O serralheiro Cleverson Carlos, 57, residente da Rua 10, conta que a população tem arrecadado verba do próprio bolso para tomar medidas urgentes. “O povo está saturado. O jeito é tapar buraco com nosso dinheiro. A gente nem se ilude com possíveis mudanças, porque isso não vai melhorar”, comenta. 

O morador afirma que  a dimensão dos perigos e estragos não pode ser observada somente quando o clima está ensolarado. “Quando chove e o chão fica alagado. Não é possível ver os buracos e os quebra-molas. Frequentemente, vemos acidentes”, ressalta. 

Após acompanhar de perto a recente  confusão entre a comunidade e a ex-gestora local, Maria Celeste Liporini, exonerada no último dia 4, Cleverson não tem perspectiva otimista. “As pessoas só  estavam pedindo a colaboração financeira da vizinhança para  cuidarem do estado crítico que vivenciamos aqui”, lembra. Segundo ele, Celeste  não gostou e acionou a Polícia Civil. “Eles foram parar na delegacia e ela teve que largar o cargo. Parece piada”, disse.

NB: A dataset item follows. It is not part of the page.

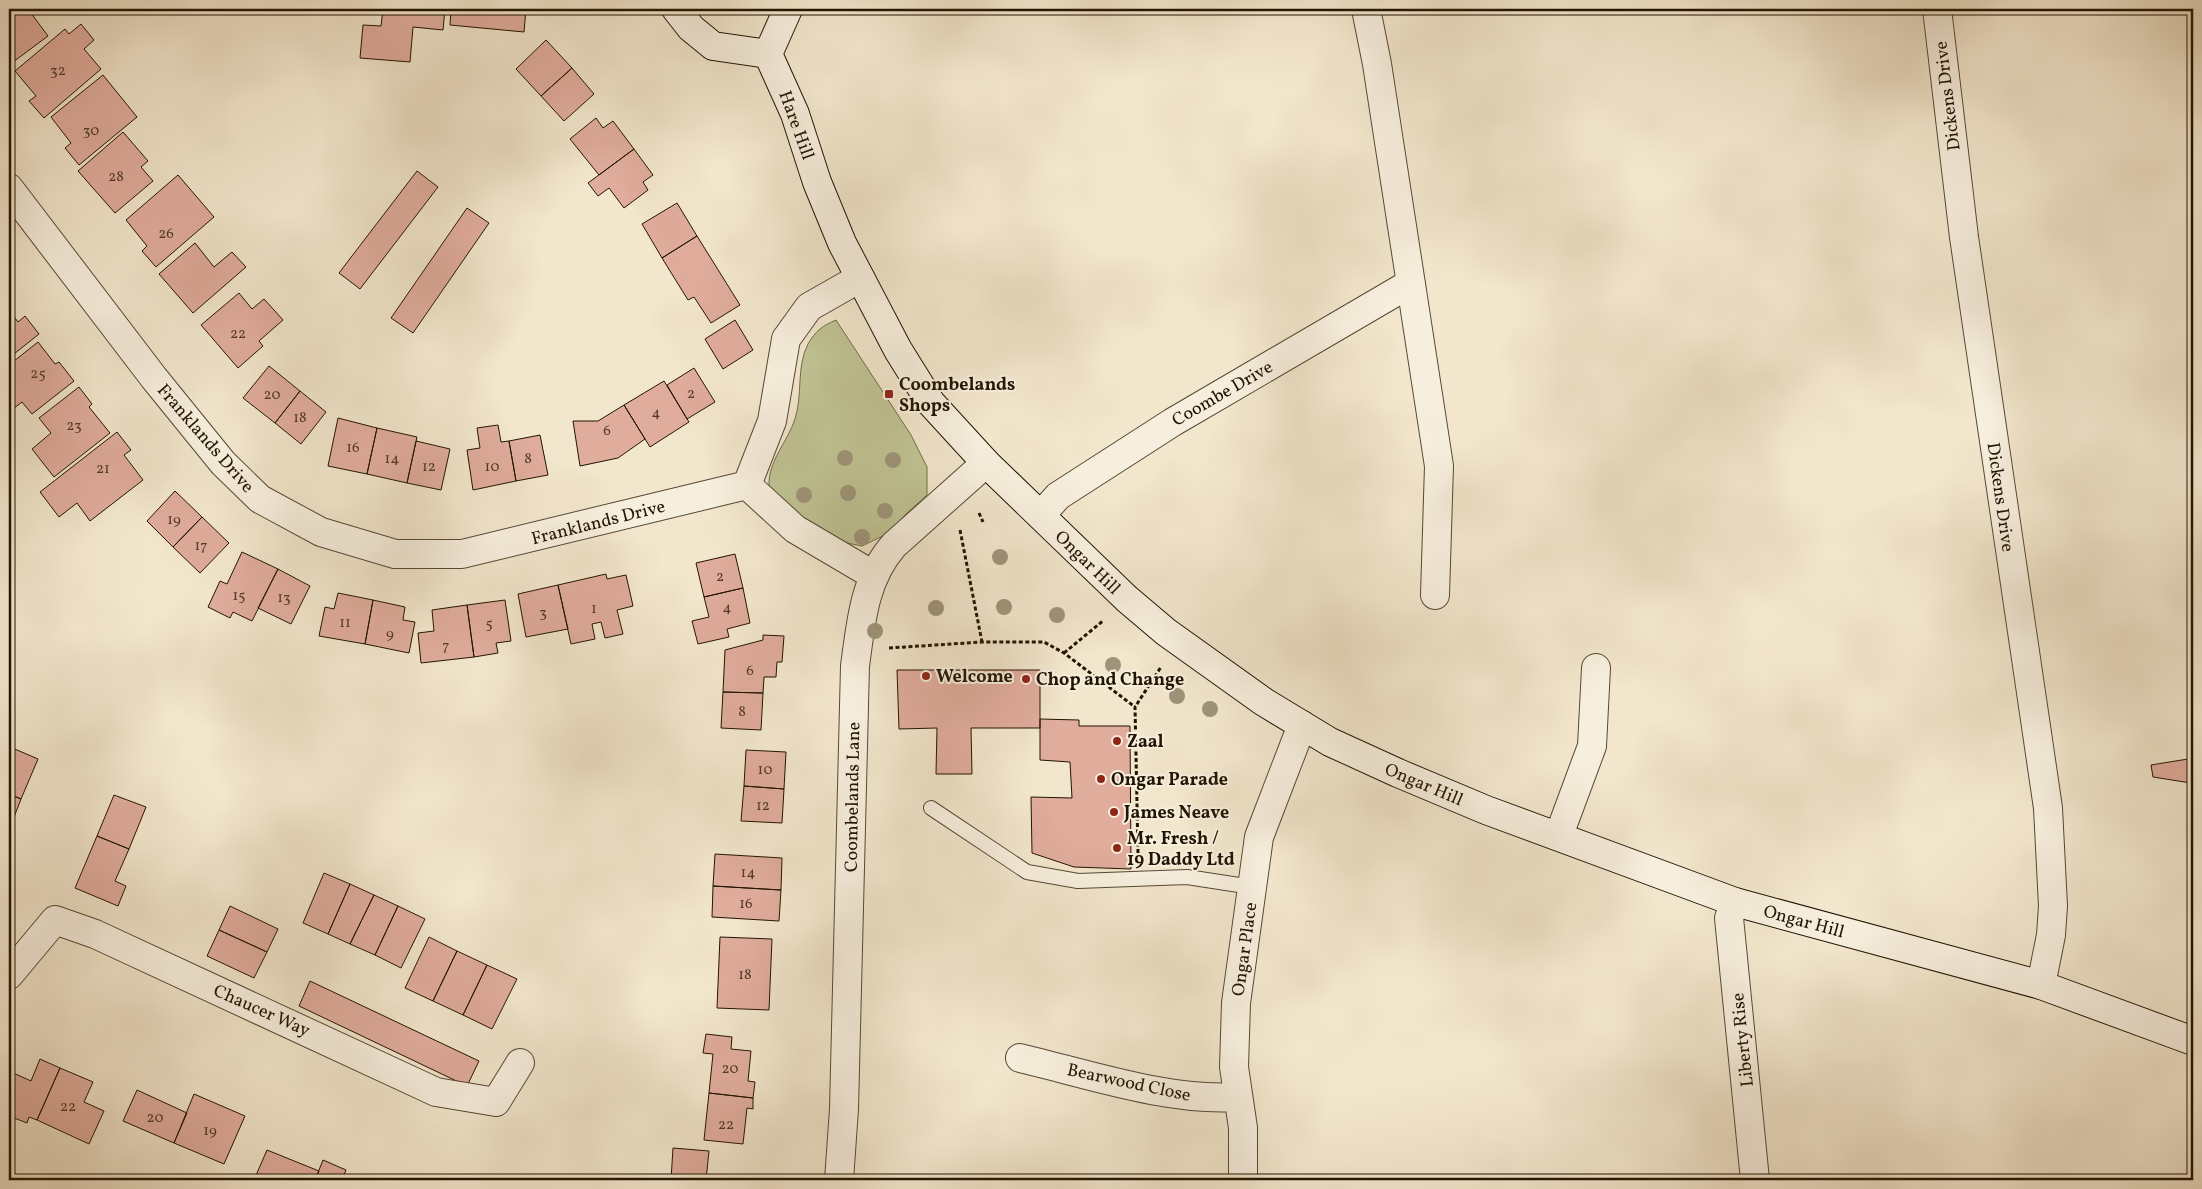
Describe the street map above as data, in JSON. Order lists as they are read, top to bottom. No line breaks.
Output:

Há poucos dias, o servidor público Paulo Santos, 30, tentou contratar um serviço de transporte escolar para o filho, mas não obteve êxito por conta do local onde mora. “Disseram que não passariam nas ruas 3 e 10, porque correriam o risco do carro quebrar e que seria um prejuízo para eles”, lembra. 

Saiba mais
O vice-governador do Distrito Federal, Renato Santana, informou, no último dia 5,  um  mapeamento dos pontos  mais críticos da região administrativa que precisam de mudanças urgentes.
  Segundo ele, é preciso que o processo de licitação seja concluído  para resolver a infraestrutura. A estimativa de investimento na região é de  R$ 504 milhões do Programa de Aceleração do Crescimento.
 
Rotina difícil complica vida de moradores
A moradora Seomara de Fátima Lopes, 50, fala sobre a dificuldade cotidiana para ir à padaria e fazer os percursos de ida e volta da faculdade. “É muito ruim. Quando chove, há o perigo de sermos  levados pela água”, diz ao observar os estragos deixados pela chuva, na última semana. “A situação estava tão tensa que  a chuva forte levou  a placa do carro. Acredito que quem administra nem passa aqui para ver”, 
 
Dois amigos, moradores do Condomínio 178 da Rua 8, resolveram arriscar uma brincadeira inovadora ao  andar de skate entre as crateras. “Quisemos andar com emoção hoje”, comenta Fernando Farago, 12 anos. Segundo o vizinho, Gustavo Henrique Silveira, 12 anos, a diversão seria mais proveitosa se o chão estivesse asfaltado. 
“O problema é que dá medo de cair no buraco. O skate e a bicicleta são os nossos meios de transporte. O solo liso é  mais legal para andar , mas o que a gente pode fazer?”,  lamenta. 
 
Procurada pela reportagem, a administração local não respondeu, até o fechamento desta edição,  aos questionamentos a respeito das previsões para a recuperação das vias na região.